As @francescalus and @Vladmir F commented, this function has a side-effect. From Wikipedia:
In computer science, a function or expression is said to have a side
effect if it modifies some state outside its scope or has an
observable interaction with its calling functions or the outside world
besides returning a value. For example, a particular function might
modify a global variable or static variable, modify one of its
arguments, raise an exception, write data to a display or file, read
data from a keyboard or a file, or call other side-effecting
functions.
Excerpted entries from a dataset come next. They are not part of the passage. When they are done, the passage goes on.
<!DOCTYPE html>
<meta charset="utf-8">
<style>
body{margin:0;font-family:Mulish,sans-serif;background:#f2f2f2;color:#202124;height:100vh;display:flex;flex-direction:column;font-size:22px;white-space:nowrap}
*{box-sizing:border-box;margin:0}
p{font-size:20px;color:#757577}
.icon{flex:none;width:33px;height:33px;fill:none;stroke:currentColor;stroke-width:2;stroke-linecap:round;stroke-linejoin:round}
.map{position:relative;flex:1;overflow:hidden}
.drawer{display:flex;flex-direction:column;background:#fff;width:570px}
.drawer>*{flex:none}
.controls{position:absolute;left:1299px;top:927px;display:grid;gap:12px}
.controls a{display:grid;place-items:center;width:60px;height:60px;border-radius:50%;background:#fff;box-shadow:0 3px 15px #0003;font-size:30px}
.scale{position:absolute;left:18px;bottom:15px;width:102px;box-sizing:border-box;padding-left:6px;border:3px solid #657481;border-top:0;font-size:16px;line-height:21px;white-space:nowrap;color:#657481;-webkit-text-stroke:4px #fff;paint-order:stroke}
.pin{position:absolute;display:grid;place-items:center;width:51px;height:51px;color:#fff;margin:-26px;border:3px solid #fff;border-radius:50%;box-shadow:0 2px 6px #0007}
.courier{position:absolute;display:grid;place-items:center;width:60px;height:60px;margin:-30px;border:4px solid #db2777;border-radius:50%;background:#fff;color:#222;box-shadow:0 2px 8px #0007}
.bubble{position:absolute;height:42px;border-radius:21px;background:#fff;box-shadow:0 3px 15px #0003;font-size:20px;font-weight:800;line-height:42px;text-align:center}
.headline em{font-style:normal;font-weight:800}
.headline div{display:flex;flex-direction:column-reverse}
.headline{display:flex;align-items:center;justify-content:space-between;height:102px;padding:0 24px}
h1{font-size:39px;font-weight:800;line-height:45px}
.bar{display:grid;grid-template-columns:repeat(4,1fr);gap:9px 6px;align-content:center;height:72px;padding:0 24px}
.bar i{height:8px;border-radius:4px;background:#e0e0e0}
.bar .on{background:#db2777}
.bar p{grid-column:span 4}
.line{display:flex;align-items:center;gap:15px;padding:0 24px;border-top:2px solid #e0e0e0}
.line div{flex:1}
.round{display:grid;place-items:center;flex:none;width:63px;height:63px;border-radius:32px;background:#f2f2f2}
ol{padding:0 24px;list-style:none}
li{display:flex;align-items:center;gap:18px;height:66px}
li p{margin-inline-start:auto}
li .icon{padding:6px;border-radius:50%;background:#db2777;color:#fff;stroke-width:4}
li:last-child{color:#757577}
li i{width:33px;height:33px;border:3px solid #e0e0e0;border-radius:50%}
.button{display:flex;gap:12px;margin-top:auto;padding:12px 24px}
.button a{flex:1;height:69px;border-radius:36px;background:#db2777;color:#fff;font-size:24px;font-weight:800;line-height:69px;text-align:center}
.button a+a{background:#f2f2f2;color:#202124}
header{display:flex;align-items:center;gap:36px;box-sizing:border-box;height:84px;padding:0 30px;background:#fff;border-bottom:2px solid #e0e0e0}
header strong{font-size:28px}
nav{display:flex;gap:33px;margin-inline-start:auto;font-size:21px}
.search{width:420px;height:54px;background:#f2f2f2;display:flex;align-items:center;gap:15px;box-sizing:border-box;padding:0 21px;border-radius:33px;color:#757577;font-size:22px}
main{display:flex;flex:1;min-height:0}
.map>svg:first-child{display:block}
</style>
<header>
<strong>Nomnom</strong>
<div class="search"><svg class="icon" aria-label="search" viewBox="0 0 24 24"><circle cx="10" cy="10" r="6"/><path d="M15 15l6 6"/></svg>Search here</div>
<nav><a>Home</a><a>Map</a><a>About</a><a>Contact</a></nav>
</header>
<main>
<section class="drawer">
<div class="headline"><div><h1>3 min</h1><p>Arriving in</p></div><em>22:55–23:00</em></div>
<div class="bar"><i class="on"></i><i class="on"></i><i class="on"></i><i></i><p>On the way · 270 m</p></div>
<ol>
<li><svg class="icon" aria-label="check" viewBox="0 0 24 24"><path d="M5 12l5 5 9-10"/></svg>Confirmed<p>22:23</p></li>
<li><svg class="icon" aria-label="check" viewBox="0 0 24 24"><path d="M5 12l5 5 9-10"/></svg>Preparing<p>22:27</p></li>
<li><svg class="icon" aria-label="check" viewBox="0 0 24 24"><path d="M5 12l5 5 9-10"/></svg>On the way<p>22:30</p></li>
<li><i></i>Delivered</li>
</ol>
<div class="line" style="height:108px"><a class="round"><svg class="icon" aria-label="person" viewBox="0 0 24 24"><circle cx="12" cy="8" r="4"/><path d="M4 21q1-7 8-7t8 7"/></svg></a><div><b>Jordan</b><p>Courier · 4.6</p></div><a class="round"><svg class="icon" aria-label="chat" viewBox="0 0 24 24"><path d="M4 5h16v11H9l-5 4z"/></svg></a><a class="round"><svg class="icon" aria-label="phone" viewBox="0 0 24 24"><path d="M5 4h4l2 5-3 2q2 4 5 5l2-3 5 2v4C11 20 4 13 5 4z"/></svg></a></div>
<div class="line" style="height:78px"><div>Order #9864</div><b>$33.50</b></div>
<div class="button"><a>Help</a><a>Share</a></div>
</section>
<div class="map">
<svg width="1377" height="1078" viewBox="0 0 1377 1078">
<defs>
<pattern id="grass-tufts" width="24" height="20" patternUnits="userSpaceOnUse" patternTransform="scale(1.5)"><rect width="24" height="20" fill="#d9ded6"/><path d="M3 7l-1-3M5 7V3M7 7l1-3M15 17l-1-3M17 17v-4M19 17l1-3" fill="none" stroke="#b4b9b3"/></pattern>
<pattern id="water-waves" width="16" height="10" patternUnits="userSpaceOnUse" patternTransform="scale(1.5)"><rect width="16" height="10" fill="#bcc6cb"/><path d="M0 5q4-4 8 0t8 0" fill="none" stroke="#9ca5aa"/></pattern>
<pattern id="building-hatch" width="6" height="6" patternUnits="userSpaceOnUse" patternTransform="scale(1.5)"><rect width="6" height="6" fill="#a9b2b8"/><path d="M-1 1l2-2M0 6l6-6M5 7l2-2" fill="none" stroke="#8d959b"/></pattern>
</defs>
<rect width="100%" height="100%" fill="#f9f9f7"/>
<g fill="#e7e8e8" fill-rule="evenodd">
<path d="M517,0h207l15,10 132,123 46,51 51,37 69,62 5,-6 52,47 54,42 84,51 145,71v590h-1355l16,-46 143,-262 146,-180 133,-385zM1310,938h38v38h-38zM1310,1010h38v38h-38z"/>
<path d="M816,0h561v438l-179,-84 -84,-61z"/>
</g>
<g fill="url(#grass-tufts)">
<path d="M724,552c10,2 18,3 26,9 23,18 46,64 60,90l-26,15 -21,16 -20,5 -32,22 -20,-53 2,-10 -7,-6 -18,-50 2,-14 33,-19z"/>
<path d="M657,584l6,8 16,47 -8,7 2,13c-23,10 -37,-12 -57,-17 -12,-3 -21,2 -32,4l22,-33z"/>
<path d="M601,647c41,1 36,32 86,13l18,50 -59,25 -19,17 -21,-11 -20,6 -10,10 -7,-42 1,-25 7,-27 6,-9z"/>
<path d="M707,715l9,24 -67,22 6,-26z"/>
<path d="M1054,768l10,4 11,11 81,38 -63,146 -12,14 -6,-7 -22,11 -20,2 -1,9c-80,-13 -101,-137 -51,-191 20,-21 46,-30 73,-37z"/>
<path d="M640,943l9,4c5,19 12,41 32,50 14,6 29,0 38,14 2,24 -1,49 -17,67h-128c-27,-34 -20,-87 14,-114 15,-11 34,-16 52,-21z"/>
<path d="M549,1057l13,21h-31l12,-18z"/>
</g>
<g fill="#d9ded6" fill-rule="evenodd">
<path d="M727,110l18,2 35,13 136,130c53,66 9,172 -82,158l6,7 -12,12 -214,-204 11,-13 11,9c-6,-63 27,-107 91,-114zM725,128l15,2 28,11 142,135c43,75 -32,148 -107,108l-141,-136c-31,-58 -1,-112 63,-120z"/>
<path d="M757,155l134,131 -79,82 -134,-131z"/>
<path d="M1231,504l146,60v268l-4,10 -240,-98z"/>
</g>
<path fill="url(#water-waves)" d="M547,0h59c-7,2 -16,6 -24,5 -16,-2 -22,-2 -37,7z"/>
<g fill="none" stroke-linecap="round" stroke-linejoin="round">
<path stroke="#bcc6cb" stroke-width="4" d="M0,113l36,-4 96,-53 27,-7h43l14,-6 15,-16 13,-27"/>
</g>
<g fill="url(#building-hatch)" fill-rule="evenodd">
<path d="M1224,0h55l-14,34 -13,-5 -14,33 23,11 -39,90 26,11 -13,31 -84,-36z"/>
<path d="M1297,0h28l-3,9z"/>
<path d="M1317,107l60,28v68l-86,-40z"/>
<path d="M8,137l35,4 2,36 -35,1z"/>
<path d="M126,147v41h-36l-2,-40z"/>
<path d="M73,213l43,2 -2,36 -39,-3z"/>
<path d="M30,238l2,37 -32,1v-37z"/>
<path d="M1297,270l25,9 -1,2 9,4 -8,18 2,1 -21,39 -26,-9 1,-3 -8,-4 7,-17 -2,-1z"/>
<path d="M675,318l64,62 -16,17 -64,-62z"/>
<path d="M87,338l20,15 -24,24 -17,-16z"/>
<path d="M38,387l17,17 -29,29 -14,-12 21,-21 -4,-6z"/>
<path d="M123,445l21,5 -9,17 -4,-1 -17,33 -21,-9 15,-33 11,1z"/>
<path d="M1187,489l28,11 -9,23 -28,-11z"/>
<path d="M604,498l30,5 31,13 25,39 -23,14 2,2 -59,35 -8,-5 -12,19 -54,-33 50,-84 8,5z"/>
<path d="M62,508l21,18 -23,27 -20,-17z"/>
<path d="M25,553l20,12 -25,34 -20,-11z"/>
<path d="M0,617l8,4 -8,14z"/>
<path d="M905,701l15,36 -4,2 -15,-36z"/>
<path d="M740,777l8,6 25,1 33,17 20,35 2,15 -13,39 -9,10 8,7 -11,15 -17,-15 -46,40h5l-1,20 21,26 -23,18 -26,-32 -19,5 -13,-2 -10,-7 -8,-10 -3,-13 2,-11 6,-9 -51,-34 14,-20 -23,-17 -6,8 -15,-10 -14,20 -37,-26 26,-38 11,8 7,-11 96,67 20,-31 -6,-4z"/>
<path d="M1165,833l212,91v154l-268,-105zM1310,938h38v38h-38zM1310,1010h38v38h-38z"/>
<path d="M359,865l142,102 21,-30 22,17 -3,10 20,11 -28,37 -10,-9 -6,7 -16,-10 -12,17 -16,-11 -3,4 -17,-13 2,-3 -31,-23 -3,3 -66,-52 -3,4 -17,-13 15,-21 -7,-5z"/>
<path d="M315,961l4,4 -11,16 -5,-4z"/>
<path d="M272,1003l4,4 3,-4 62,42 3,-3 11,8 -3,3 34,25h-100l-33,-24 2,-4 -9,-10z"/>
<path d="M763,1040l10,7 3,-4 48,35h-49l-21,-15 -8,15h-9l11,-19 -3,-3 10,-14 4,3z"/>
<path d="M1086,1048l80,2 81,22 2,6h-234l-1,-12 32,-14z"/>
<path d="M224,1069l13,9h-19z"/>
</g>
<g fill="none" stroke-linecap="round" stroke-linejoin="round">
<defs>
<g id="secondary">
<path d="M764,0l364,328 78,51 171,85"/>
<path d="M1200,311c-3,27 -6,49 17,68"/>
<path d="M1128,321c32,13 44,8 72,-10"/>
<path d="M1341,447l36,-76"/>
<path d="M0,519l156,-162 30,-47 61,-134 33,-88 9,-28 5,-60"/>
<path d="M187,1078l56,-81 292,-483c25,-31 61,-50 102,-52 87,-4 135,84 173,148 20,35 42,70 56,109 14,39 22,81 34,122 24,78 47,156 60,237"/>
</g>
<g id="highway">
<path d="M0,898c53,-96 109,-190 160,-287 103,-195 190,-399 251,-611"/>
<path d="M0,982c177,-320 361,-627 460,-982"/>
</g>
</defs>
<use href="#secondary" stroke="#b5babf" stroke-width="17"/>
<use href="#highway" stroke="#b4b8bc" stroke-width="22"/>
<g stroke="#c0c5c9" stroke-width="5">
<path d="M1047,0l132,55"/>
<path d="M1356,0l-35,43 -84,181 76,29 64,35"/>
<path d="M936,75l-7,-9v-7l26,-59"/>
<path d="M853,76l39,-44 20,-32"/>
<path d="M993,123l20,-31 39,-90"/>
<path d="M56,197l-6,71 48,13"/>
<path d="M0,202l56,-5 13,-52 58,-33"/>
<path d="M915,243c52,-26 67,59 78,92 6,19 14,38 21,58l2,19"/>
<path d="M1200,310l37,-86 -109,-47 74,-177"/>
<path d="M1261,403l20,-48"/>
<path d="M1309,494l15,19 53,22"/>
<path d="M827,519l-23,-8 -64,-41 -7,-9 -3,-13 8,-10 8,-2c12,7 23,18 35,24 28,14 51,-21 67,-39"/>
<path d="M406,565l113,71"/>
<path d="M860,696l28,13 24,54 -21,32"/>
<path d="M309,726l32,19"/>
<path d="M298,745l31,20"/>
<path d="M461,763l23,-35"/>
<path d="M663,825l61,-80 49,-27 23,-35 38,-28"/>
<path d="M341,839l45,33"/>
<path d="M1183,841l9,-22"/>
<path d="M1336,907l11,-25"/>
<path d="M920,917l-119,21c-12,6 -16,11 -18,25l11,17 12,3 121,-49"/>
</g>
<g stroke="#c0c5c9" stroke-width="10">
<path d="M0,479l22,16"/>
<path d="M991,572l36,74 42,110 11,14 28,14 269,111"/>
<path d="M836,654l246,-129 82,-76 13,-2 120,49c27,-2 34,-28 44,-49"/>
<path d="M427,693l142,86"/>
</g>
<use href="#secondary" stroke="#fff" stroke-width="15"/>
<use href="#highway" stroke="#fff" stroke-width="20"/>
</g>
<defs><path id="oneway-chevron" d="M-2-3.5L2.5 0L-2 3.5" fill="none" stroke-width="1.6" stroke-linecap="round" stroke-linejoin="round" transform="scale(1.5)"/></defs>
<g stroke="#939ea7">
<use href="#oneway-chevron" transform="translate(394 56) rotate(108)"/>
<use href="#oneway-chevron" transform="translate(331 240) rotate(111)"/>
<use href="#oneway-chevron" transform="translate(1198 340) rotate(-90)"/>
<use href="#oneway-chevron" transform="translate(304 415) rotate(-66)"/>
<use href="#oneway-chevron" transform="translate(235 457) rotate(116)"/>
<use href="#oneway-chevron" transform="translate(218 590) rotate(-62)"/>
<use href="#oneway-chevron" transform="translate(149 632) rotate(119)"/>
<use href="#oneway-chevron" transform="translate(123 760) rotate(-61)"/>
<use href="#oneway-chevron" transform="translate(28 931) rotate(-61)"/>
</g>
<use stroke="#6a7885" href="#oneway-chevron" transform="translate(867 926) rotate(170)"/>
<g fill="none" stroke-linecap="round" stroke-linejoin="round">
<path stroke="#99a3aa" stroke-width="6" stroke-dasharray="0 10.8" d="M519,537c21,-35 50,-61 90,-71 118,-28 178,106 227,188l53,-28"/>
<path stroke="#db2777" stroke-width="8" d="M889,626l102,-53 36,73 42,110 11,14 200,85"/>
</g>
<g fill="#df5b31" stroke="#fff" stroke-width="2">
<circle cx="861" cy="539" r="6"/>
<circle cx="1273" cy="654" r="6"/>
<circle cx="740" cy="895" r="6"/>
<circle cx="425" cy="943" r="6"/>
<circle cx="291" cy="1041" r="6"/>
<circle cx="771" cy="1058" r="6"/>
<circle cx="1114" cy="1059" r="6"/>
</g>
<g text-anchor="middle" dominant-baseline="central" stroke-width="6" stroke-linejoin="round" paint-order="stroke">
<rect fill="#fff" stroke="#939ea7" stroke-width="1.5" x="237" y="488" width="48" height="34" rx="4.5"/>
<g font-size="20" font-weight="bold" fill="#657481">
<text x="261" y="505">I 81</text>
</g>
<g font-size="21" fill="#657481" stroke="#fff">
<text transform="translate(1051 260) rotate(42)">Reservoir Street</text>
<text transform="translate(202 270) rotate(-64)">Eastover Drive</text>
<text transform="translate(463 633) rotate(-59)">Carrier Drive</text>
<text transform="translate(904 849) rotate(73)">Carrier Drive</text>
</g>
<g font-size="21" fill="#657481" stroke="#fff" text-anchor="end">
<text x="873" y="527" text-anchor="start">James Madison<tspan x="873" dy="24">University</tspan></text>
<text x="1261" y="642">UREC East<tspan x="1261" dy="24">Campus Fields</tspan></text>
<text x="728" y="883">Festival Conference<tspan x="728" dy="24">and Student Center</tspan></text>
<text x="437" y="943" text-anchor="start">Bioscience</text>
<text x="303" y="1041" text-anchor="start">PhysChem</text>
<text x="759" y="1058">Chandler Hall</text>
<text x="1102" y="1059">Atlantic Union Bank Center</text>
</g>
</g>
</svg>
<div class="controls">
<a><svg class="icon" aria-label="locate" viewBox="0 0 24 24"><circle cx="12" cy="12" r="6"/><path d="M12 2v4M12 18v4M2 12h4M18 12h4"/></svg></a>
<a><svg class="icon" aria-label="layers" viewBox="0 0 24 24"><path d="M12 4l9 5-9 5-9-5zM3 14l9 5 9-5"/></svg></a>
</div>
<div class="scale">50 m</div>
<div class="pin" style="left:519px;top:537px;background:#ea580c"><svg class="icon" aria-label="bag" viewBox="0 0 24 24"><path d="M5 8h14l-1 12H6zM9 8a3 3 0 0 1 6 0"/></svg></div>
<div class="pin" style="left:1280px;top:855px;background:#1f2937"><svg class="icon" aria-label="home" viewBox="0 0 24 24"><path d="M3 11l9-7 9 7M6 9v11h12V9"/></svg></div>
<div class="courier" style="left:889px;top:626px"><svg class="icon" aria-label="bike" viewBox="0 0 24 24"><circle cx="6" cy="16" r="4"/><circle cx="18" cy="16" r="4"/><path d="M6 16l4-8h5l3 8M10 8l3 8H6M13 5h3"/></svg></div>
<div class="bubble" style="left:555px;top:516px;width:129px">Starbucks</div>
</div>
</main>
In the presence of side effects, a program's behaviour may
depend on history; that is, the order of evaluation matters.
Understanding and debugging a function with side effects requires
knowledge about the context and its possible histories. A
function or expression without side effects is said to be pure.
In the specific case of your function, besides returning a random number, it changes the value of its argument with ir=abs(mod(da*ir,db)+0.5d0)
. So each time you call it again with the same variable as argument, ir
will be passed with a different value and thus a different random number will be generated.
"Purity" of procedures plays an imporant role in Fortran context because the posibility of side-effects prevents the compiler to do some code optimizations. A subroutine can still be considered pure if its only side-effect is to modify specific arguments.
But there are cases that, by the very nature of the procedure, side-effects can't be avoided and sometimes even are desired. Gathering random numbers is an example, also are doing I/O, stopping the code or configuring a module.